### Exercise brief
The required output is a verbatim transcription of the listing, pictures excluded.

### Exercise data

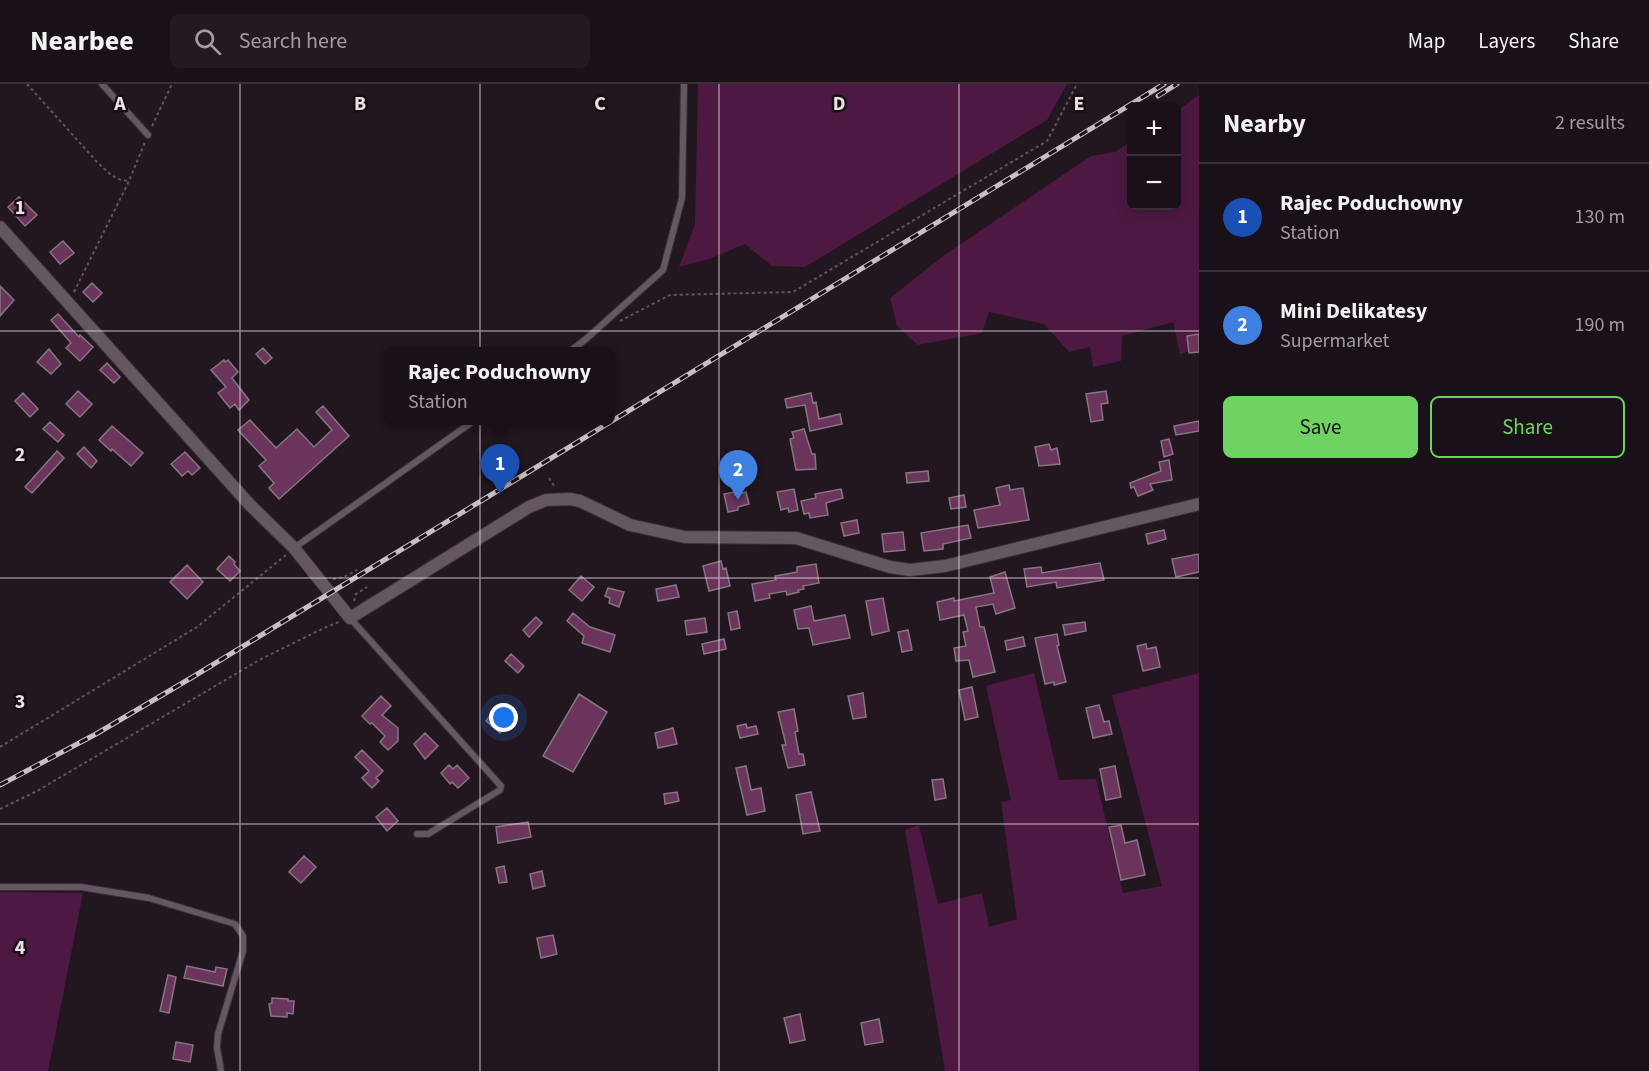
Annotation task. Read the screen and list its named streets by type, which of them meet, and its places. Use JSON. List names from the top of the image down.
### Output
{
  "page": {
    "header": "Nearbee",
    "search": "Search here",
    "nav": ["Map", "Layers", "Share"],
    "heading": ["Nearby", "2 results"],
    "map_buttons": ["+", "−"],
    "list": [
      {
        "mark": "1",
        "name": "Rajec Poduchowny",
        "note": "Station",
        "value": "130 m"
      },
      {
        "mark": "2",
        "name": "Mini Delikatesy",
        "note": "Supermarket",
        "value": "190 m"
      }
    ],
    "popup": ["Rajec Poduchowny", "Station"],
    "buttons": ["Save", "Share"],
    "pins": ["1", "2"]
  },
  "grid": {
    "columns": [
      "A",
      "B",
      "C",
      "D",
      "E"
    ],
    "rows": [
      "1",
      "2",
      "3",
      "4"
    ]
  }
}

### Task response
Annotation task. Read the screen and list its named streets by type, which of them meet, and its places. Use JSON. List names from the top of the image down.
### Output
{
  "page": {
    "header": "Nearbee",
    "search": "Search here",
    "nav": ["Map", "Layers", "Share"],
    "heading": ["Nearby", "2 results"],
    "map_buttons": ["+", "−"],
    "list": [
      {
        "mark": "1",
        "name": "Rajec Poduchowny",
        "note": "Station",
        "value": "130 m"
      },
      {
        "mark": "2",
        "name": "Mini Delikatesy",
        "note": "Supermarket",
        "value": "190 m"
      }
    ],
    "popup": ["Rajec Poduchowny", "Station"],
    "buttons": ["Save", "Share"],
    "pins": ["1", "2"]
  },
  "grid": {
    "columns": [
      "A",
      "B",
      "C",
      "D",
      "E"
    ],
    "rows": [
      "1",
      "2",
      "3",
      "4"
    ]
  }
}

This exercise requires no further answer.